If we say those outcomes were metaphysically impossible, then we have simply gutted the gospel.God’s identity, Jenson insists, is at risk in the story he tells with us, in the history he is making with us. That’s how seriously God takes time. Which means, the Son is not just the middleman between the Father’s Beginning and the Spirit’s End. The Son’s death and resurrection are the actual turning point where Beginning and End become one. Of course, this is the straightforward announcement of the scriptures.
The Logos is a Story.
God’s unity isn’t a principle.
It is a narrative word, told in flesh and blood, in crucifixion and resurrection.

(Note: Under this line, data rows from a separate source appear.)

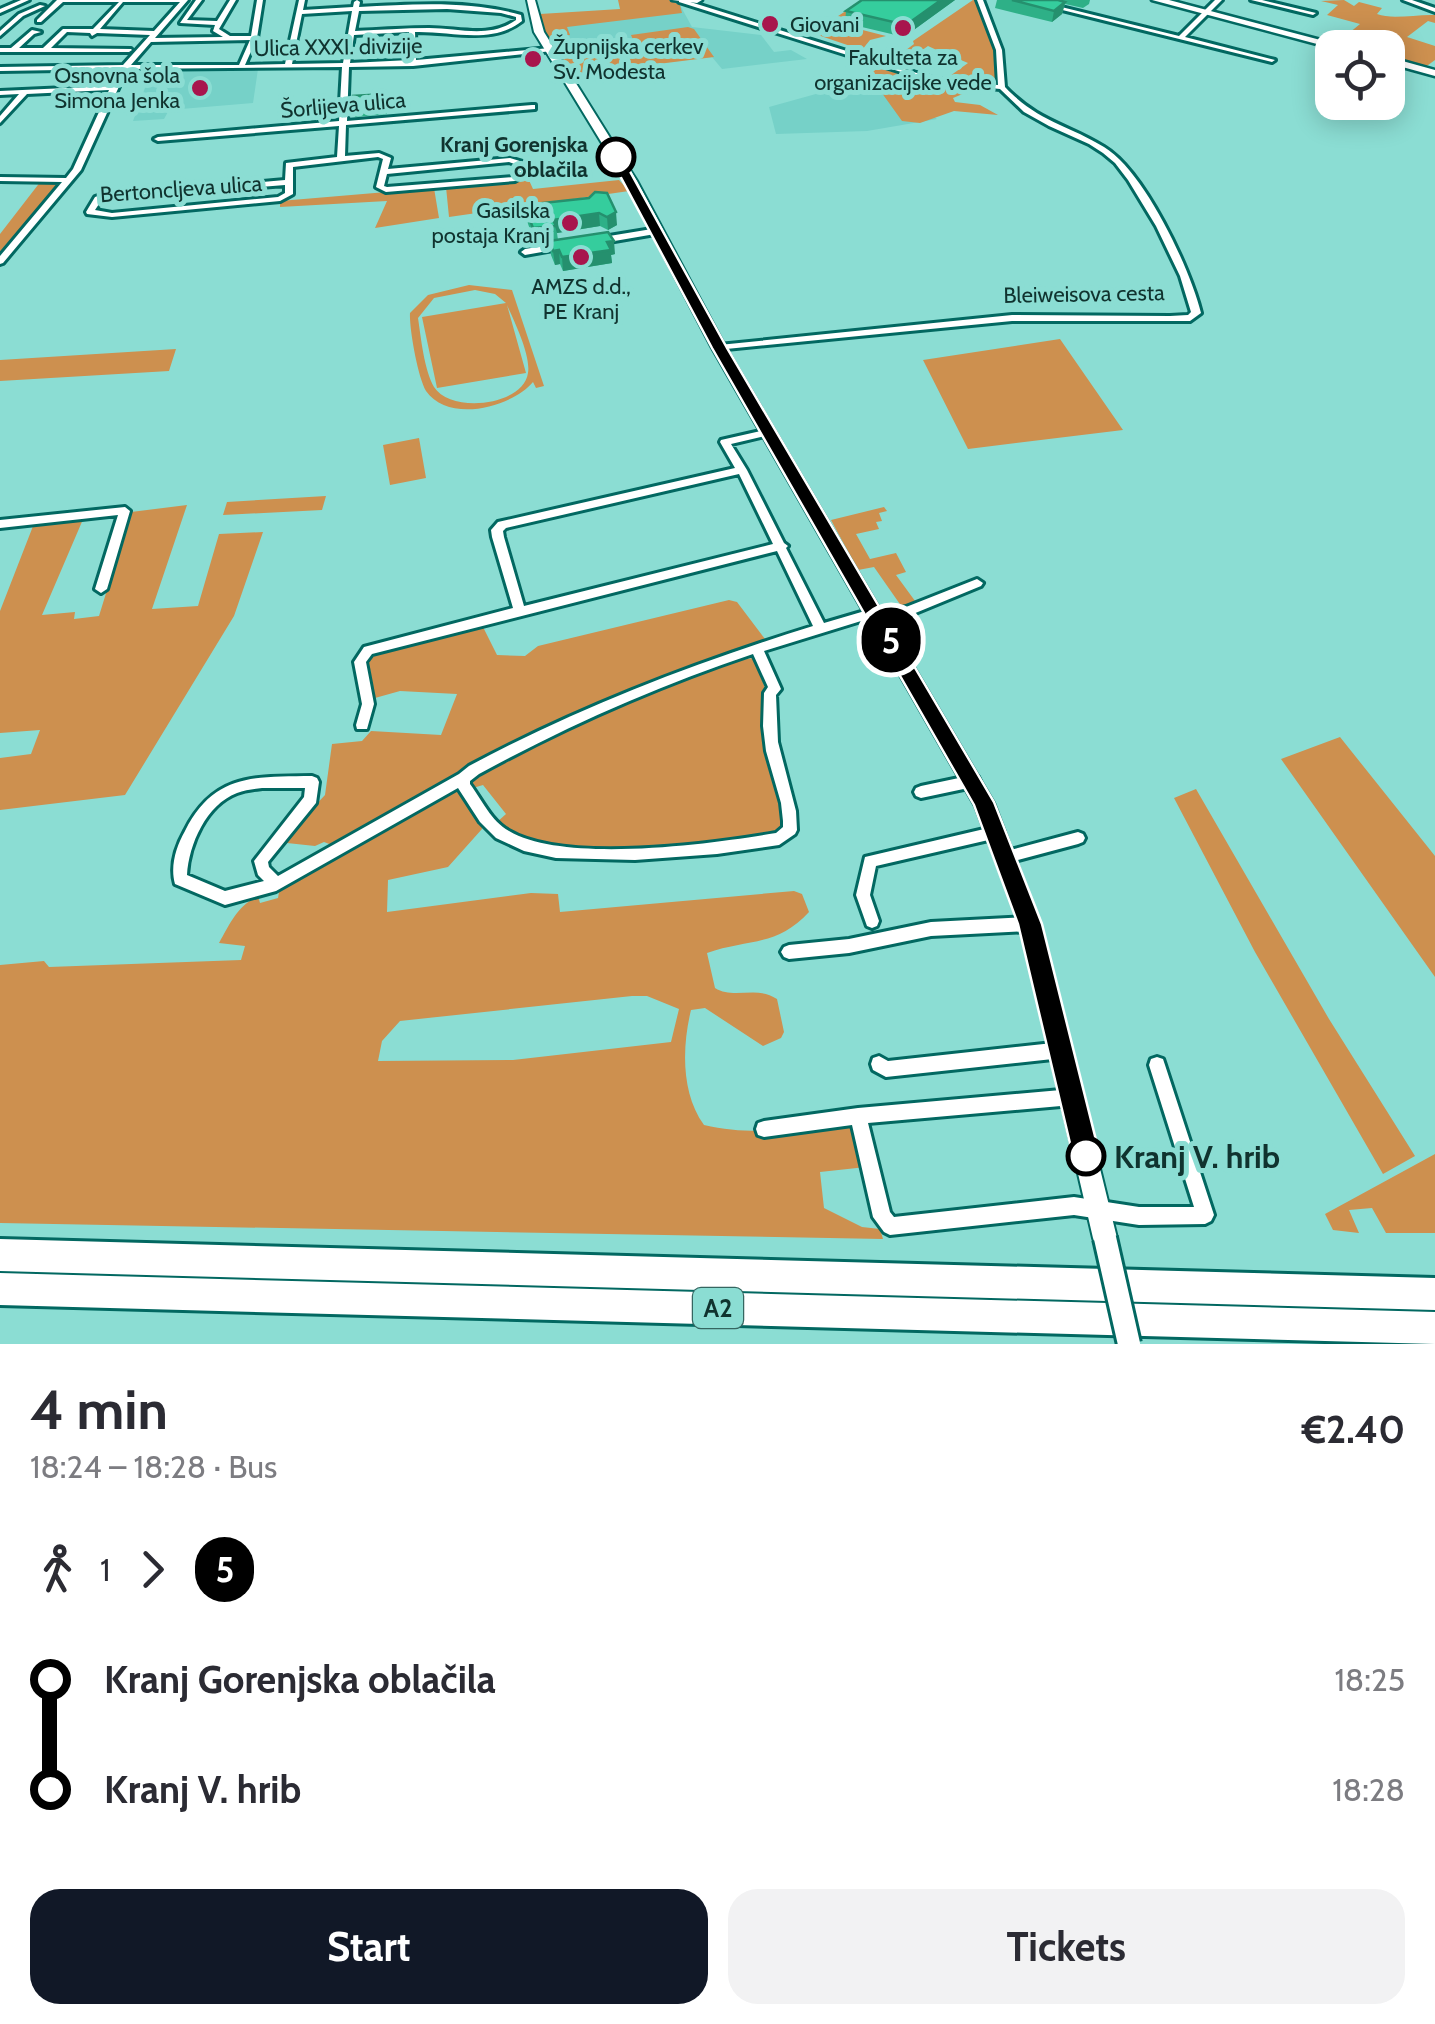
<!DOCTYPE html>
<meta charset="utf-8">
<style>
:root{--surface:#fff;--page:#f2f2f3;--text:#2b2b33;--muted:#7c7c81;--accent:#111827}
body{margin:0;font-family:Cabin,sans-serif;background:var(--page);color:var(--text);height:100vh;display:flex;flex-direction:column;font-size:38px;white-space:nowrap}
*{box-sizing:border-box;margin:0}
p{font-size:32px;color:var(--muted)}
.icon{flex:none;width:55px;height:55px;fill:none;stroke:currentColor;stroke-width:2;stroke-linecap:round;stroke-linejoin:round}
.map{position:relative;height:1344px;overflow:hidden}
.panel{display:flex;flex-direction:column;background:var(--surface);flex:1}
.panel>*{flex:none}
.badge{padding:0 20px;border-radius:32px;font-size:35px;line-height:65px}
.tools{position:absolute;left:1315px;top:30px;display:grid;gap:20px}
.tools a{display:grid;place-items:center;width:90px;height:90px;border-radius:20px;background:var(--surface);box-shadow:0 5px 25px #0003;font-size:50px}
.map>.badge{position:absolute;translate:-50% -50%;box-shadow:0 0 0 5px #fff}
.legs{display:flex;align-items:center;gap:15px;height:110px;padding:0 30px;font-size:32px}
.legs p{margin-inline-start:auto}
.head{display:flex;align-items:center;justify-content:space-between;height:170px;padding:0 30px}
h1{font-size:55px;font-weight:700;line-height:75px}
.cta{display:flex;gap:20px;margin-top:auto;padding:20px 30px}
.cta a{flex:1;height:115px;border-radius:30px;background:var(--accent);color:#fff;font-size:40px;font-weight:700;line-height:115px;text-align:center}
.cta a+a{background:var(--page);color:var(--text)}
ul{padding:0 30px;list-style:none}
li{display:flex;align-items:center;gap:35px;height:110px;font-size:38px}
li i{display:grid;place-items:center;width:15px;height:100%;margin:0 12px;background:currentColor}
li i::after{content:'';width:25px;height:25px;margin:-12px;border:8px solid;border-radius:50%;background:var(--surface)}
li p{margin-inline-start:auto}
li:first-child i{background:linear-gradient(#0000 50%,currentColor 0)}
li:last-child i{background:linear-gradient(currentColor 50%,#0000 0)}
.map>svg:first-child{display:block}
.built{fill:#76d1c8}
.green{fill:#cd904f;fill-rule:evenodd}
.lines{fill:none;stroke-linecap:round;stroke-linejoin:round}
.street-casing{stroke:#026861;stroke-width:6}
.secondary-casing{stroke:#026861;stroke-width:4}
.primary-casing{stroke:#026861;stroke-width:5}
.highway-casing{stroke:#026861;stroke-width:6}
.street{fill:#fff;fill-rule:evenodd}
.secondary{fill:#fff;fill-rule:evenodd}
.primary{fill:#fff;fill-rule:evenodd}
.highway{fill:#fff;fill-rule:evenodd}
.secondary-bridge-casing{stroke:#026861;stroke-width:28;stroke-linecap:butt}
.secondary-bridge{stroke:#fff;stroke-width:22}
.wall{fill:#2eb087}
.shaded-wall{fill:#25906e}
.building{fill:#35cd9d;stroke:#25906e;stroke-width:2.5}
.line-1{fill:#000;stroke:#fff;stroke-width:2.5}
.poi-dot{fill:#a8154d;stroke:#8bddd3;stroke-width:4}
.stop-1-dot{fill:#fff;stroke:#000;stroke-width:5}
.labels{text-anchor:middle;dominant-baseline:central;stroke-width:10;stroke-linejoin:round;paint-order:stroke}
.far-poi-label{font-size:22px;fill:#10332f;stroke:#8bddd3;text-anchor:start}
.far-street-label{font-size:22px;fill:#10332f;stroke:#8bddd3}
.far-stop-label{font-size:22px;font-weight:bold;fill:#10332f;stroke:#8bddd3;text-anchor:end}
.shield{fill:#8bddd3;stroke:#356660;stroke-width:2.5}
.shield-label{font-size:25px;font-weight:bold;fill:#10332f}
.near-stop-label{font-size:32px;font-weight:bold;fill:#10332f;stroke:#8bddd3;text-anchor:start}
</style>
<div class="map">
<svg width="1435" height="1344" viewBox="0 0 1435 1344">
<rect width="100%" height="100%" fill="#8bddd3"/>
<path class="built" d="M669 0 680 5 692 27 761 35 774 52 791 50 807 59 722 69 712 57 571 74 543 30Z
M241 67 258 69 253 103 169 110 164 119 133 121 150 74H125L127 70Z
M877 77 937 119 867 131 776 134 769 107Z"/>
<path class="green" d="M618 0H669L680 5 682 13 567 27 570 35 555 37 558 47 634 42 631 35 688 27 694 29 714 57 570 75 543 30 540 14 620 9Z
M973 0H976L996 52 997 82 994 85 943 81 968 63 956 58 960 53 941 52 928 46 918 53 906 50 914 44 913 41Z
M1344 0 1354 6 1359 2 1382 8 1377 14C1392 20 1417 14 1435 15V23L1428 21 1407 37 1435 46V60L1424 68 1388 58V48L1337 43 1360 24 1327 15 1338 5 1321 1Z
M855 5 863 6 839 24 886 36 870 40 862 50 812 33Z
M878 68 931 83 963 87 965 93 953 98 955 102 980 105 998 115 954 111 920 123 902 121 874 82 866 77Z
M528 178 533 189 619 180 629 191 449 217 446 187Z
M41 181 61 182 0 256V234Z
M434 188 439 218 375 228 387 201 280 207V201Z
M469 285 512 290 544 386 536 388 533 382C512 407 449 424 426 391 418 378 409 328 410 313L428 295ZM475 290 495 294 506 303 422 317 437 388 526 373 507 305C514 321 531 355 528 373 523 406 451 414 434 387 424 369 421 338 418 318L434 298Z
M1060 339 1123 430 968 449 923 360Z
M176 349 169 371 0 381V360Z
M419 438 426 478 390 485 383 445Z
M326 496 322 510 223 515 227 502Z
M187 505 152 609 198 606 219 534 263 532 234 616 125 795 0 810V758L31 754 40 730 0 733V611L35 521 84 517 42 615 75 612 74 619 99 616 131 512Z
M884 507 887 511 879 513 882 521 876 522 879 529 856 534 870 559 896 553 906 572 896 575 918 605 904 610 874 567 858 570 831 520Z
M729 600 737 602 765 639 762 642 621 692 541 729 332 845 324 842 315 846 287 843 284 839 325 795 332 744 362 741 371 731 441 735 457 694 400 691 375 698 368 658 373 652 477 625 483 627 497 655 525 656 538 646Z
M753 658 768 695 788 812 787 830C733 846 625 854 570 849 546 847 524 837 503 828L496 823 506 814 483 785 473 788 470 784C482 754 712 663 753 658Z
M1340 737 1435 856V977L1281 759Z
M1196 789 1329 1019 1415 1156 1383 1174 1255 952 1174 798Z
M449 790H457C469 800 482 813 482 829L448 867 388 880 387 912 531 893 558 894 560 912 794 891 802 894 809 912C777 947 747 939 707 953L715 988C734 1000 757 985 777 999L784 1032 781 1038 763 1046 705 1008 691 1010C682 1047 681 1093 704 1125 756 1137 802 1128 855 1121L866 1167 820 1172 824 1208 862 1227 880 1229 883 1239 0 1223V965L44 961 49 967 241 960 245 946 219 943C230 924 237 906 258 896L260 903 278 898 279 892ZM632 996H647L679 1009 671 1042 513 1060 378 1061 382 1041 400 1021Z
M1435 1154V1233H1386L1372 1208 1349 1210 1359 1233 1333 1230 1325 1214Z"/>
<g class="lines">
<defs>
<path id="street" d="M21 0H29L0 13V9Z
M57 0H188L155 38 223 37 213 31 215 25 180 23 196 0H202L187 20 217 21 230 0H236L219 29 230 36H251L257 0H263L257 38 245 65 285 64 299 0H305L303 10 353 7 354 2 357 0 360 2 359 7C413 4 469 0 521 15L522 21C492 45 451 31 415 32L416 60 550 48 553 50 552 51 413 66 349 67 347 121 532 105H535V109L346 125 345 156 379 153 391 158 388 169 510 158 523 162 527 174 515 181 386 192 376 187 383 159 378 157 293 167V194L280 201 112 217 87 214 86 212 95 197 115 190H168L285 180 286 163 337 157 339 126 158 141 154 139 158 137 339 121 342 67 127 69 81 170 3 263 0 264V256L62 182 0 181V177L66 178 73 169 109 90 27 94 0 123V116L19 94 0 95V91L111 86 120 69 0 71V67L123 65 150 35 97 33 92 36 90 33 67 32 51 48 131 49 132 50 129 52H0V48H11L32 30 41 32 34 34 19 48H43L63 29H93L119 2H63L41 22H37V20ZM123 2H180L154 31 100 29ZM447 9 501 13 516 17V20C489 39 459 28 429 28 404 28 380 30 355 31L359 11ZM352 11 343 63 292 64 302 14ZM409 32 410 60 350 63 354 35ZM250 40 239 65H131L151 42ZM509 162 517 165 519 173 513 177 387 187 384 186 387 174ZM285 185V193L278 197 112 213 95 210 101 201 116 194H168Z
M679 0H684L936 79 998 85 996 50 977 0H983L1002 50 1005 87C1038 122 1067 124 1104 147 1144 171 1190 268 1201 313L1190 321H1012L716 350 714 348 719 345 1012 315 1170 316 1188 315 1191 312 1180 276 1156 226 1128 180 1115 163 1103 153 1089 144 1049 126 1024 112 1000 89 933 82 679 2Z
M1022 0H1033L1179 36 1215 0H1222L1185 37 1275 60 1272 62Z
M1251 0H1262L1316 13 1313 15Z
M1403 0H1412L1435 8V12Z
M40 5 45 6 23 16 0 36V31L19 14Z
M658 228 661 229V233L597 244 593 241 597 238Z
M567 242 570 243V247L525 255 521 252 525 249Z
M769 429 773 430V434L731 444 747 470 784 543 788 546 786 548 824 623 875 608 879 609 880 614 906 607 977 579 983 583 981 586 913 614 879 623 875 622 874 617 764 651 781 689 776 695 778 742 796 811 797 830 795 834 779 845 717 854 635 860 556 858 524 851 496 838 480 822 458 788 276 891 225 905 175 884C170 866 176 847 185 831 214 773 255 777 312 776L317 778 319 782 316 803 268 862 269 867 278 876 459 774 469 766C579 707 694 663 813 626L777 551 372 654 366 662 374 704 367 729H357L356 725 362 704 354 662 364 647 513 608 492 537 491 530 498 522 735 468 720 442 721 440ZM739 474 773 544 524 606 504 537 503 531 506 528ZM753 654 768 687 764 693 763 726 766 751 781 803 783 821V827L776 833C711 844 565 864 509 831 491 821 482 800 470 784V781L479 774C567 726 658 686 753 654ZM262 788H305L304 797 254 861 258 875 264 881 225 891 187 875C189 844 206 805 237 793 245 790 254 789 262 788Z
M125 507 130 511 107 589 101 593 95 589 118 515 0 528V520Z
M973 775 978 777 980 781 978 785 973 787 921 798 916 796 914 792 916 788 921 786Z
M997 826 1002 828 1004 832 1002 836 997 838 876 866 870 895 879 921 877 926 872 928 867 926 856 895 865 857Z
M1078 832 1083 834 1085 838 1083 842 1078 844 1007 863 1002 861 1000 857 1002 853 1007 851Z
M1030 917 1035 919 1037 924 1035 929 1030 931 931 936 849 953 789 959 784 957 781 952 784 947 789 945 849 939 931 922Z
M1062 1042 1068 1044 1070 1050 1068 1056 1062 1058 886 1077 873 1070 871 1064 873 1058 879 1056 888 1061Z
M1157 1057 1163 1059 1165 1065 1214 1215 1211 1221 1205 1224 1139 1225 1074 1215 890 1235 884 1232 873 1217 852 1125 764 1137 758 1135 756 1129 758 1123 764 1121 858 1108 1072 1089 1078 1091 1080 1097 1078 1103 1072 1105 868 1123 890 1212 894 1217 1074 1197 1139 1207H1194L1149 1065 1151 1059Z"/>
<path id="secondary" d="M527 0H535L544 32 637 181 726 348 994 803 1040 924 1117 1238 1114 1247 1105 1250 1096 1247 1093 1238 1020 924 975 806 712 348 625 181 534 32Z"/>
<path id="primary" d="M672 0H702L697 3Z
M1152 0H1169L1351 48H1332Z
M1388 57 1435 70V76L1388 63Z"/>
<path id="highway" d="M0 1239 1435 1278V1310L0 1271Z
M0 1273 1435 1312V1344L0 1305Z"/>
</defs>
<use href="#street" class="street-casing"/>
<use href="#secondary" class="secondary-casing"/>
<use href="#primary" class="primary-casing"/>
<use href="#highway" class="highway-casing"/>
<use href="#street" class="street"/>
<use href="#secondary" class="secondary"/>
<use href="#primary" class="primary"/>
<use href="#highway" class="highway"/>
<defs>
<path id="secondary-bridge" d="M1105 1238 1129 1344"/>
</defs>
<use href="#secondary-bridge" class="secondary-bridge-casing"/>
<use href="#secondary-bridge" class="secondary-bridge"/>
</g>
<path class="wall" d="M955 0 904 37 845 23 846 11Z
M997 0H1090L1089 4 1083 8 1065 4 1062 14 1052 22 995 8Z
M386 103 387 114 355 117 353 107Z
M589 198 617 225 608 230 600 226 557 233 558 240 615 254 611 255 612 263 563 271 560 264 555 265 551 255 549 241 554 240 534 241 526 218 524 205Z"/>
<path class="shaded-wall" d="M941 0H955L904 37 906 25Z
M1065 2 1062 14 1052 22 1054 11Z
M616 212 617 225 608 230 607 217Z
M599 213 600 226 557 233 553 220Z
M614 241 615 254 611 255 612 263 563 271 562 257Z
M559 250 560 264 555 265 553 251Z"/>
<path class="building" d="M862 0H941L906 25 846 11Z
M1012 0H1058L1065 2 1054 11Z
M384 94V104L353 107V96Z
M595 192 607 193 616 212 607 217 599 213 553 220 556 226 533 228 524 205 589 198Z
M608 232 614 241 607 242 611 250 562 257 559 250 553 251 549 241Z"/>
<path class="line-1" d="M616 154 622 157 727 348 994 802 1042 924 1100 1156 1096 1165 1086 1169 1077 1165 1073 1156 1018 924 974 805 712 348 610 157Z"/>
<g class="poi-dot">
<circle cx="770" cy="24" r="10"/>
<circle cx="903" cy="28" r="10"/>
<circle cx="533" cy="59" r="10"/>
<circle cx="200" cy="88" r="10"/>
<circle cx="570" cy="223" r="10"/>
<circle cx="581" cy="257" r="10"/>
</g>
<g class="stop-1-dot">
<circle cx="616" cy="157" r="18"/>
<circle cx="1086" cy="1156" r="18"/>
</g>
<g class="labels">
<g class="far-poi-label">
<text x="790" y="24">Giovani</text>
<text x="553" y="46">Župnijska cerkev<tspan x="553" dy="25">Sv. Modesta</tspan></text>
<text x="903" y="57" text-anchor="middle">Fakulteta za<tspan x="903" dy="25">organizacijske vede</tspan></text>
<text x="180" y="75" text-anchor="end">Osnovna šola<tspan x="180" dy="25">Simona Jenka</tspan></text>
<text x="550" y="210" text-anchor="end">Gasilska<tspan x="550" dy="25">postaja Kranj</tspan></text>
<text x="581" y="286" text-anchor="middle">AMZS d.d.,<tspan x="581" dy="25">PE Kranj</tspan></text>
</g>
<g class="far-street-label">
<text transform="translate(338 47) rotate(-1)">Ulica XXXI. divizije</text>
<text transform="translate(343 105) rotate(-5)">Šorlijeva ulica</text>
<text transform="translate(181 189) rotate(-4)">Bertoncljeva ulica</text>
<text transform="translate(1084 294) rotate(-1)">Bleiweisova cesta</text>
</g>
<g class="far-stop-label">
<text x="588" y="144">Kranj Gorenjska<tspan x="588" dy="25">oblačila</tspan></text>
</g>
<rect class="shield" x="693" y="1288" width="50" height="40" rx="8"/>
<g class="shield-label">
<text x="718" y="1308">A2</text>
</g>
<g class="near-stop-label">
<text x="1114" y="1156">Kranj V. hrib</text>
</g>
</g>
</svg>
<div class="tools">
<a><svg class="icon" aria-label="locate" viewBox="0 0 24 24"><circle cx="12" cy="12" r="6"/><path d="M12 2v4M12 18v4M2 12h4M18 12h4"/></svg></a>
</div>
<b class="badge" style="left:891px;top:640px;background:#000;color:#fff">5</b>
</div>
<section class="panel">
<div class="head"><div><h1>4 min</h1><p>18:24 – 18:28 · Bus</p></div><b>€2.40</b></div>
<div class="legs"><svg class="icon" aria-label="walk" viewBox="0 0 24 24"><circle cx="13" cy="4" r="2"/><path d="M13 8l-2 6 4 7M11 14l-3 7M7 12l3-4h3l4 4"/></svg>1<svg class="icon" aria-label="forward" viewBox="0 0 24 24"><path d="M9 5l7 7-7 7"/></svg><b class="badge" style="background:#000;color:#fff">5</b></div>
<ul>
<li><i style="color:#000"></i><b>Kranj Gorenjska oblačila</b><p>18:25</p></li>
<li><i style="color:#000"></i><b>Kranj V. hrib</b><p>18:28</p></li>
</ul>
<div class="cta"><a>Start</a><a>Tickets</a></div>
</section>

The resurrection, like Aristotle’s definition of a true story, is the unpredictable that afterward proves inevitable.
It turns out God is the only one who has ever really told such a story.
This is why Jenson refuses to leave the Eucharist as just another sacrament on the list. The Eucharist is the church’s participation in the Son as the reconciliation of Beginning and End. It is the sacrament of the one good story, the story that is God’s life and therefore our own. In the Eucharist, the church is at the center of history and the end of history, both at once. We remember precisely the Future. We taste the kingdom not as a far-off hope but as bread and wine today.
The Eucharist is the sacrament of God’s narrative identity.
And the church is the community that lives by telling and retelling that story.
Just so, Jenson ventures that our true ecumenical difficult is not in settling technical theological disputes but rather whether our liturgies, our calendars, our preaching actually honor Pentecost as much as Easter, the Spirit as much as the Father, anticipation as much as memory.
Jenson’s wager is that the church’s divisions and immobility all stem from how we’ve clung to an unbaptized picture of God. We imagine him as persistence instead of promise, as immunity to time instead of faithfulness in time.
Until this changes, our divine flowchart will keep shaping us more than gospel.